[DATA FOR PROCESSING Boundary: Start]

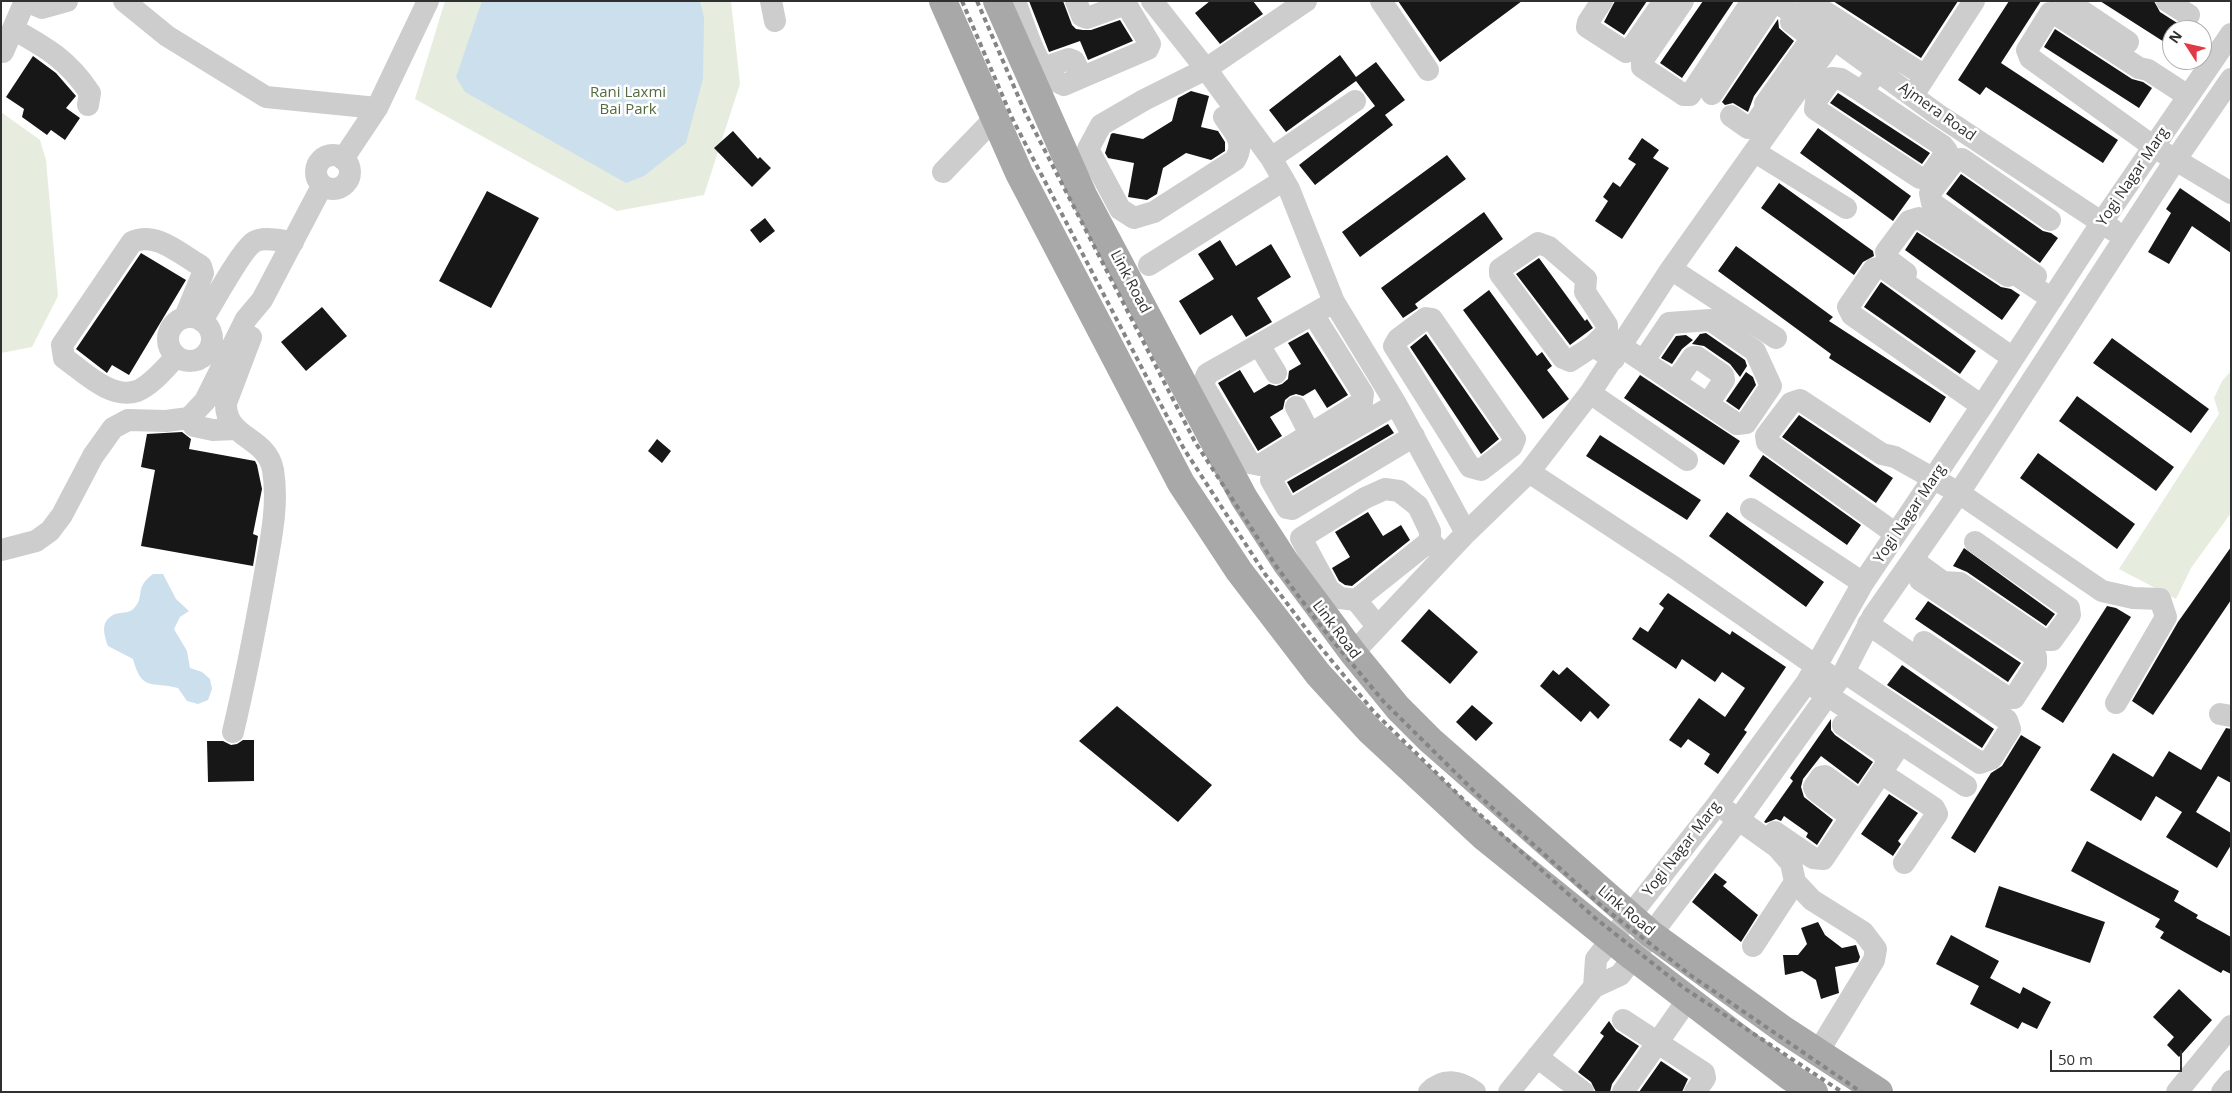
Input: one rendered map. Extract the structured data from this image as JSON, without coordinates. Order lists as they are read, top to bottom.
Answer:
{
  "streets": {
    "main road": ["Link Road"],
    "street": ["Ajmera Road", "Yogi Nagar Marg"]
  },
  "crossings": [
    ["Ajmera Road", "Yogi Nagar Marg"],
    ["Yogi Nagar Marg", "Link Road"]
  ],
  "parks": ["Rani Laxmi Bai Park"],
  "scale_bar": "50 m",
  "north": "top left"
}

[DATA FOR PROCESSING Boundary: End]

(GOAL OF THE EXERCISE): Copy out the whole listing exactly. Skip its pictures.

(COMPLETED TASK):
Input: one rendered map. Extract the structured data from this image as JSON, without coordinates. Order lists as they are read, top to bottom.
Answer:
{
  "streets": {
    "main road": ["Link Road"],
    "street": ["Ajmera Road", "Yogi Nagar Marg"]
  },
  "crossings": [
    ["Ajmera Road", "Yogi Nagar Marg"],
    ["Yogi Nagar Marg", "Link Road"]
  ],
  "parks": ["Rani Laxmi Bai Park"],
  "scale_bar": "50 m",
  "north": "top left"
}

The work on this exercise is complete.